The closing of a parish is an admission of defeat. If the faithful could support a parish on this site at one time, why can they not support a parish today? American cities are dotted with magnificent church structures, built with the nickels and dimes that hard-pressed immigrant families could barely afford to donate. Today the affluent grandchildren of those immigrants are unwilling to keep current with the parish fuel bills—and, more to the point, to encourage their sons to consider a life of priestly ministry.
Parish closings are commonplace in America today, and prelates are praised for their smooth handling of what is seen as an “inevitable” contraction of the Church. Why is it inevitable?
There are times, I realize, when parishes are doomed by demographic shifts. I have seen the places where two Catholic churches were built, literally across the street from one another: one for the benefit of French-speaking families, the other for their German-speaking neighbors. The neighborhoods have changed, and now that all the residents speak the same language—Spanish—there is no need for two churches.
Such cases, however, account for only a small proportion of the parish closings that we see in the US today. More typically the parish slated for closing is located in a comfortable, populous neighborhood, with no other Catholic church particularly close at hand, and no special reason why the community that supported a thriving parish in 1960 cannot maintain the same parish now, 50 years later. No reason, that is, except the decline of the Catholic faith. Parishes close because Catholic families don’t care enough about the faith to keep them open.
In other instances the parishes close because although the neighborhood is still populous, the Catholic families have moved out and the new residents come from different religious backgrounds, or come without religious beliefs. In such cases, we are told, the Church must accept the new reality and realize that the neighborhood cannot support a parish. But why should we make such a concession? Why should we admit that it is impossible to convert the new residents to our Catholic faith?
Parish closings are rarely—if ever—“inevitable.” There is an alternative. We could bring lapsed Catholics back to the Church. We could bring new Catholics into the fold. The Gospels ring with the Lord’s mandate to his apostles to evangelize—not to economize.
No, there is no patron saint of parish closings, and there never will be. But St. Patrick, whom we honor today, might well be called the patron saint of the alternative.

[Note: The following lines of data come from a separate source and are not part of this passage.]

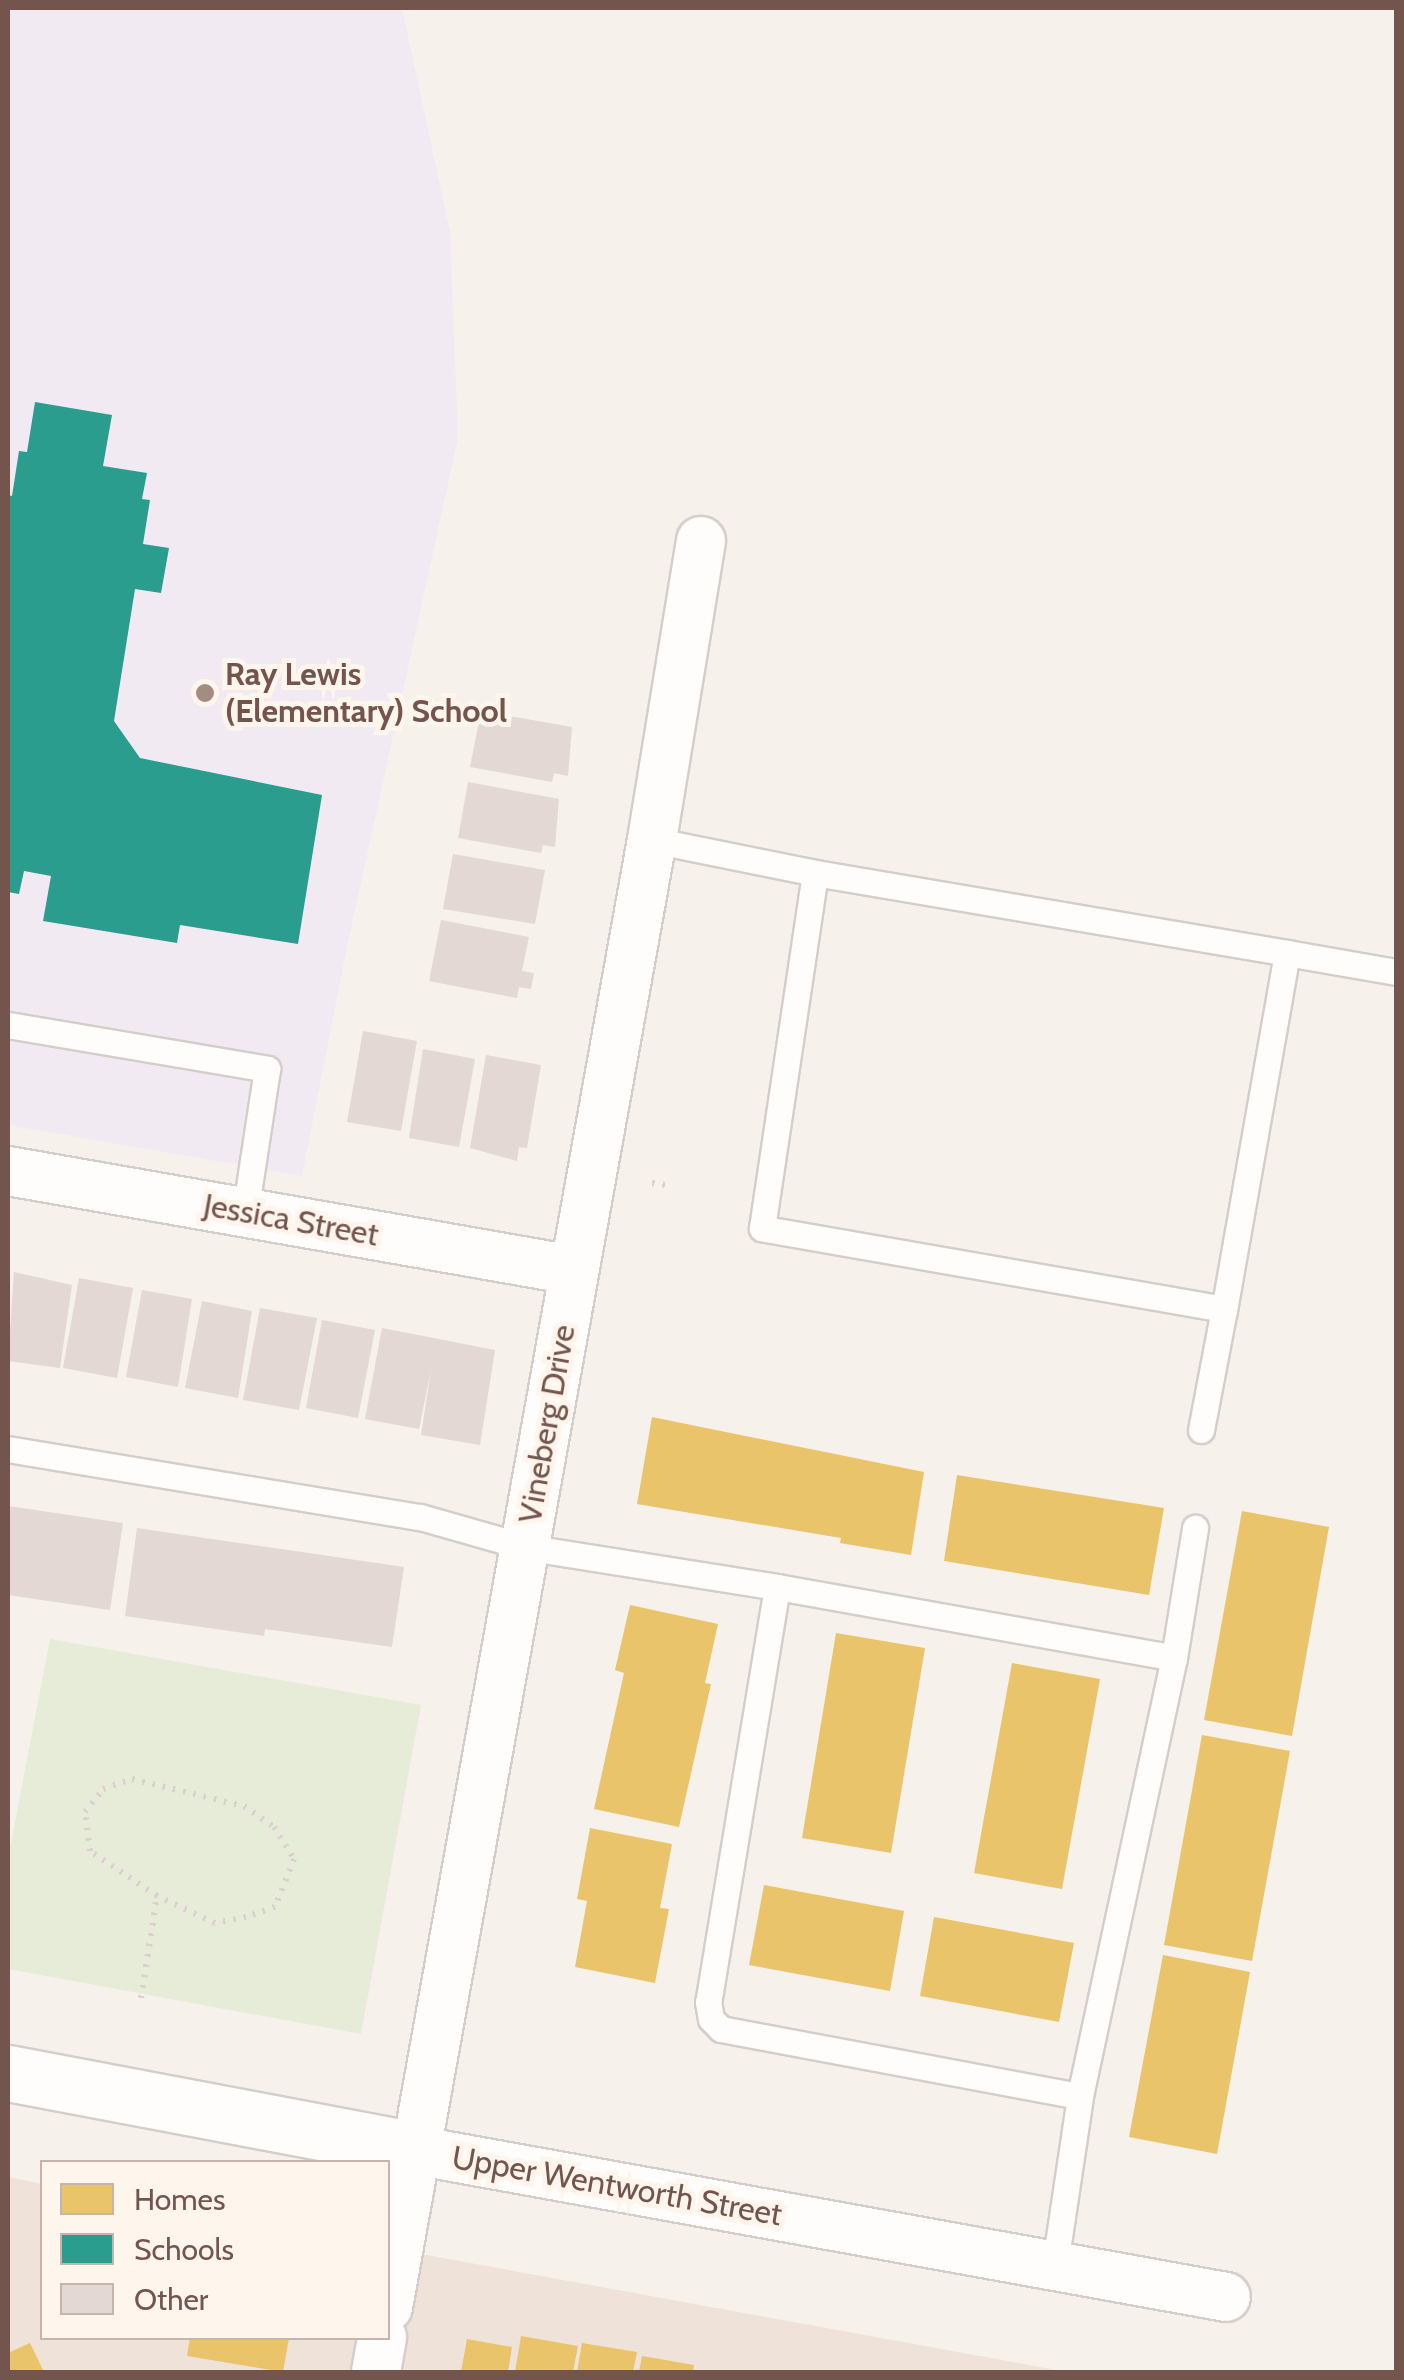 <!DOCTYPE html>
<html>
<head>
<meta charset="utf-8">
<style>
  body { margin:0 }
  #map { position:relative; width:1404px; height:2380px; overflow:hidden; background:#f6f1eb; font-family:Cabin,sans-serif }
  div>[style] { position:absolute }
  .residential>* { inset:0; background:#efe2d9 }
  .education>* { inset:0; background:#f2eaf2 }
  .green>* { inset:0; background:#e6ecd7 }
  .homes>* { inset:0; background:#e9c46a }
  .schools>* { inset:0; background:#2a9d8f }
  .building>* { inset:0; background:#e3d8d3 }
  .path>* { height:6px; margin-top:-3px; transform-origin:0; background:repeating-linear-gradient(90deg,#dad0ce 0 2.5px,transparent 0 10.5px) }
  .roads { filter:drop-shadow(2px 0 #d5cdc9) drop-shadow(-2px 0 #d5cdc9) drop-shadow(0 2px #d5cdc9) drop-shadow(0 -2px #d5cdc9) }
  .service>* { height:25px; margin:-12.5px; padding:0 12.5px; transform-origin:12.5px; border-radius:12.5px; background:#fefdfc }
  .minor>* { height:48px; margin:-24px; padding:0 24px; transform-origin:24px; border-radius:24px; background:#fefdfc }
  .tertiary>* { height:55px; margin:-27.5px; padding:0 27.5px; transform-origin:27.5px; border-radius:27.5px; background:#fefdfc }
  .dots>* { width:28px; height:28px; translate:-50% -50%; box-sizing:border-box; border:5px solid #fef5ed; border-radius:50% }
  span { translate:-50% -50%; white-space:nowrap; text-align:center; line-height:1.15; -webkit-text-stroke:10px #fef5ed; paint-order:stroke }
  .poi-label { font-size:32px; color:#74554d; font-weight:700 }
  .left { translate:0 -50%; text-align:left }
  .street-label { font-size:32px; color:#74554d }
  .frame { position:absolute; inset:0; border:10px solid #74554d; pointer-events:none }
  .legend { position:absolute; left:40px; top:2160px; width:350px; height:180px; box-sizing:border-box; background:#fef5ed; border:2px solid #c7b5ad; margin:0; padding:12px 18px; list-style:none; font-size:30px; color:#74554d }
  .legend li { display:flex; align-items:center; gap:20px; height:50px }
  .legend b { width:50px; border:2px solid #c7b5ad }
</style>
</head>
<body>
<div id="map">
  <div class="residential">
    <div style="clip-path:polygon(8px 2177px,42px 2184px,42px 2338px,388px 2338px,388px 2248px,1067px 2372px,8px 2372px)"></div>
  </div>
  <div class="education">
    <div style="clip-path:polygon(8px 8px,402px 8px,450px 232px,458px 438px,347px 947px,302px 1176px,8px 1125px)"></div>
  </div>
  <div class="green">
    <div style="clip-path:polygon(50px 1639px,421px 1705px,361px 2034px,8px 1969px,8px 1859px)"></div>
  </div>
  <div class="homes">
    <div style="clip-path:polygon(652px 1417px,924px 1472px,911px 1555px,840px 1543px,841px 1538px,637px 1504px)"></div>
    <div style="clip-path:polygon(957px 1475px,1164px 1508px,1149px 1595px,944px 1561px)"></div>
    <div style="clip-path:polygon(1242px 1511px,1329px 1527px,1292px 1736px,1204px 1720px)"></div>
    <div style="clip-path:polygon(630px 1605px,718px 1624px,705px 1683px,711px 1684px,679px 1827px,594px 1809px,624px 1673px,615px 1670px)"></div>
    <div style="clip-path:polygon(836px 1633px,925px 1648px,891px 1853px,802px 1838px)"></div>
    <div style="clip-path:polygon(1012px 1663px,1100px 1679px,1062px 1889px,974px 1873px)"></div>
    <div style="clip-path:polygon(1202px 1735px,1290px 1751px,1252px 1961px,1164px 1945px)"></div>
    <div style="clip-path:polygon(590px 1828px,672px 1844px,660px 1908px,669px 1909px,655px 1983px,575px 1967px,587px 1901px,577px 1899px)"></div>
    <div style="clip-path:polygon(764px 1885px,904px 1911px,890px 1991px,749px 1965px)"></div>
    <div style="clip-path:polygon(934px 1917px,1074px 1943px,1059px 2022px,920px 1996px)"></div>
    <div style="clip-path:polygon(1163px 1955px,1250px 1972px,1217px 2154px,1129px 2137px)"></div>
    <div style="clip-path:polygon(521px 2336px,578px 2346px,573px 2372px,515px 2372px)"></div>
    <div style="clip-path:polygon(190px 2338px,289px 2338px,283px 2372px,187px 2356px)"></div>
    <div style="clip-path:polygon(467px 2339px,512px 2347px,508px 2372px,461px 2372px)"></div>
    <div style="clip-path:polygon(30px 2343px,44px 2372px,8px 2372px,8px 2353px)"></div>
    <div style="clip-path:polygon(582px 2343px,637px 2352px,633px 2372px,577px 2372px)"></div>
    <div style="clip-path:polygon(642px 2356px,694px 2365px,693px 2372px,639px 2372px)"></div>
  </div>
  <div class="schools">
    <div style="clip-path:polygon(35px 402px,112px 415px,103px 466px,147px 473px,142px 499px,150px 500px,143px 544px,169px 548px,161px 593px,135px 589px,114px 721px,140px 758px,322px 795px,298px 944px,180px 925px,177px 943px,43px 921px,51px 876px,24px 871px,19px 894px,8px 892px,8px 495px,12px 496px,19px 451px,27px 452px)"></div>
  </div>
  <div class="building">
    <div style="clip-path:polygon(481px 711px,572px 727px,568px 776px,554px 773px,552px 782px,470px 767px)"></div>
    <div style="clip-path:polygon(468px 782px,559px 799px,555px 847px,543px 845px,541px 853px,458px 838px)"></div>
    <div style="clip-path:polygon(453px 854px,545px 870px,535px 924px,443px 909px)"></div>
    <div style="clip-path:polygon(441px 920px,529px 937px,522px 971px,534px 973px,531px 989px,519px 987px,517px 998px,429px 981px)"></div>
    <div style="clip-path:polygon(363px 1031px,417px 1041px,401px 1131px,347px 1122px)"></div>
    <div style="clip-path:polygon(423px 1049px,475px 1059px,459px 1147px,409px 1138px)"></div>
    <div style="clip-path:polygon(486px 1055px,541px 1065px,527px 1148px,519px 1147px,517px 1161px,470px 1148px)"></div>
    <div style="clip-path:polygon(14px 1272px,72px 1285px,60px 1368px,8px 1361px)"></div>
    <div style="clip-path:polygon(79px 1278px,133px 1288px,117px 1378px,63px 1368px)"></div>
    <div style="clip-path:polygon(142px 1290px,192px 1299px,178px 1387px,126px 1377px)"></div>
    <div style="clip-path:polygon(202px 1301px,252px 1311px,238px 1398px,185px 1388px)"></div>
    <div style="clip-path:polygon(260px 1308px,317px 1318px,299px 1410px,243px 1400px)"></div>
    <div style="clip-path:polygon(322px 1320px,375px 1330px,358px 1418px,306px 1408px)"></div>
    <div style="clip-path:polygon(382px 1328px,495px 1350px,480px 1445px,421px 1435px,431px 1370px,419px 1429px,365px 1419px)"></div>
    <div style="clip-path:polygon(8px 1506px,123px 1523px,110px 1610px,8px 1595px)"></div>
    <div style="clip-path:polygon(137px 1528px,404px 1567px,392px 1647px,265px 1629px,264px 1636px,125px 1616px)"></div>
  </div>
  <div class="path">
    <div style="left:652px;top:1183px;width:14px;rotate:8deg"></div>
    <div style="left:141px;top:1998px;width:103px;rotate:-81.1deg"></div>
    <div style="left:157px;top:1896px;width:81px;rotate:-146.1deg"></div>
    <div style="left:90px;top:1851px;width:39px;rotate:-97deg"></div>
    <div style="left:85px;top:1812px;width:29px;rotate:-52deg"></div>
    <div style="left:103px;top:1789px;width:31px;rotate:-19deg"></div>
    <div style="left:132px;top:1779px;width:115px;rotate:13.6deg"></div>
    <div style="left:244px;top:1806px;width:37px;rotate:35deg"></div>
    <div style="left:274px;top:1827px;width:38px;rotate:58deg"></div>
    <div style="left:294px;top:1859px;width:52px;rotate:111.6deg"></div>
    <div style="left:275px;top:1907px;width:31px;rotate:161deg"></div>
    <div style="left:246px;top:1917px;width:32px;rotate:169deg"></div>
    <div style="left:215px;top:1923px;width:64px;rotate:-155deg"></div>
  </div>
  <div class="roads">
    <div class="service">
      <div style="left:652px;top:840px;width:166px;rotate:11.4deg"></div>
      <div style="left:815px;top:873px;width:479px;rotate:9.6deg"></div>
      <div style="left:1287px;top:953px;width:362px;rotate:100deg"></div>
      <div style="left:1224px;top:1309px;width:469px;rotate:-170.1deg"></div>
      <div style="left:762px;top:1228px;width:359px;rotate:-81.5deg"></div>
      <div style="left:1287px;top:953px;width:111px;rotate:9.9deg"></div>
      <div style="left:8px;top:1025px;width:263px;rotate:9.6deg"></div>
      <div style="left:267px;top:1069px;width:145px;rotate:98.7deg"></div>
      <div style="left:1201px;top:1430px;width:123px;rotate:-79.2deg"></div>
      <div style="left:8px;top:1449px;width:418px;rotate:9.4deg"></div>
      <div style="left:420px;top:1517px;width:109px;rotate:15.9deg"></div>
      <div style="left:525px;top:1547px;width:255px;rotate:9deg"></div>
      <div style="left:777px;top:1587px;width:421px;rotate:99.4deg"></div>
      <div style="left:708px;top:2002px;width:17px;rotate:80deg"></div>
      <div style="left:711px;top:2019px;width:14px;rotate:45deg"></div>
      <div style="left:721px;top:2029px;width:365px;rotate:10.6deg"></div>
      <div style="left:777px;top:1587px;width:403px;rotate:10.1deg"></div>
      <div style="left:1055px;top:2264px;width:170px;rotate:-81.5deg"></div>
      <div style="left:1080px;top:2096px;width:448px;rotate:-77.9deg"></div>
      <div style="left:1174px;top:1658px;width:132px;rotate:-80.8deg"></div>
    </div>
    <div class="minor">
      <div style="left:8px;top:1171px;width:574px;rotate:9.94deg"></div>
      <div style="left:414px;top:2150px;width:825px;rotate:10.26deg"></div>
      <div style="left:388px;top:2307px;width:1491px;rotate:-79.8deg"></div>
      <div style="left:652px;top:840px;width:303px;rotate:-80.7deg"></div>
      <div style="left:376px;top:2372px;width:35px;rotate:-80deg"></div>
    </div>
    <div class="tertiary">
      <div style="left:8px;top:2073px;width:413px;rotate:10.7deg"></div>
    </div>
  </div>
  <div class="dots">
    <div style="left:205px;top:693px;background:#a28c84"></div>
  </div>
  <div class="poi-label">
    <span class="left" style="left:225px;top:693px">Ray Lewis<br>(Elementary) School</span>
  </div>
  <div class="street-label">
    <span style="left:291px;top:1220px;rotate:10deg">Jessica Street</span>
    <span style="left:547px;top:1424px;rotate:-80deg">Vineberg Drive</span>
    <span style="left:617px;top:2186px;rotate:10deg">Upper Wentworth Street</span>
  </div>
  <div class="frame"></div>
  <ul class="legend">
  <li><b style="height:28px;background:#e9c46a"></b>Homes</li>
  <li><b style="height:28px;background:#2a9d8f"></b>Schools</li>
  <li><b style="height:28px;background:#e3d8d3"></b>Other</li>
  </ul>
</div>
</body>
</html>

When St. Patrick, having escaped slavery in Ireland, arrived again as a missionary, the country was pagan. By the time he died the country was Catholic. He came into a “neighborhood”—an entire nation—that could not support a parish. But he did not accept what lesser souls might have considered inevitable. Instead he changed the conditions of the neighborhood, and soon a parish was created. And another and another and another. During his years of ministry in the once-pagan country, he is said to have consecrated over 300 bishops. (The number of priests that he ordained is not recorded; maybe 5th-century calculators didn’t have enough digits.) In Ireland today there are seven dioceses—not parishes, dioceses—that date back to the years of St. Patrick’s missionary work.
If St. Patrick could convert an entire nation, why can’t we? We have material advantages that would have left St. Patrick gasping: the ability to travel hundreds of miles in a day, the capacity for instant communication across the globe. Is the content of the Catholic faith less viable today than it was in the 5th century? Is the guidance of the Holy Spirit less valuable? I know how St. Patrick would answer those questions.
Yes, there is an alternative to parish closings. Two alternatives, in fact, and they are not mutually exclusive:
1) We should pray for the emergence of new Catholic missionaries today with the same great gifts as St. Patrick,
2) We should all—each one of us, beginning today—strive to act more like St. Patrick ourselves.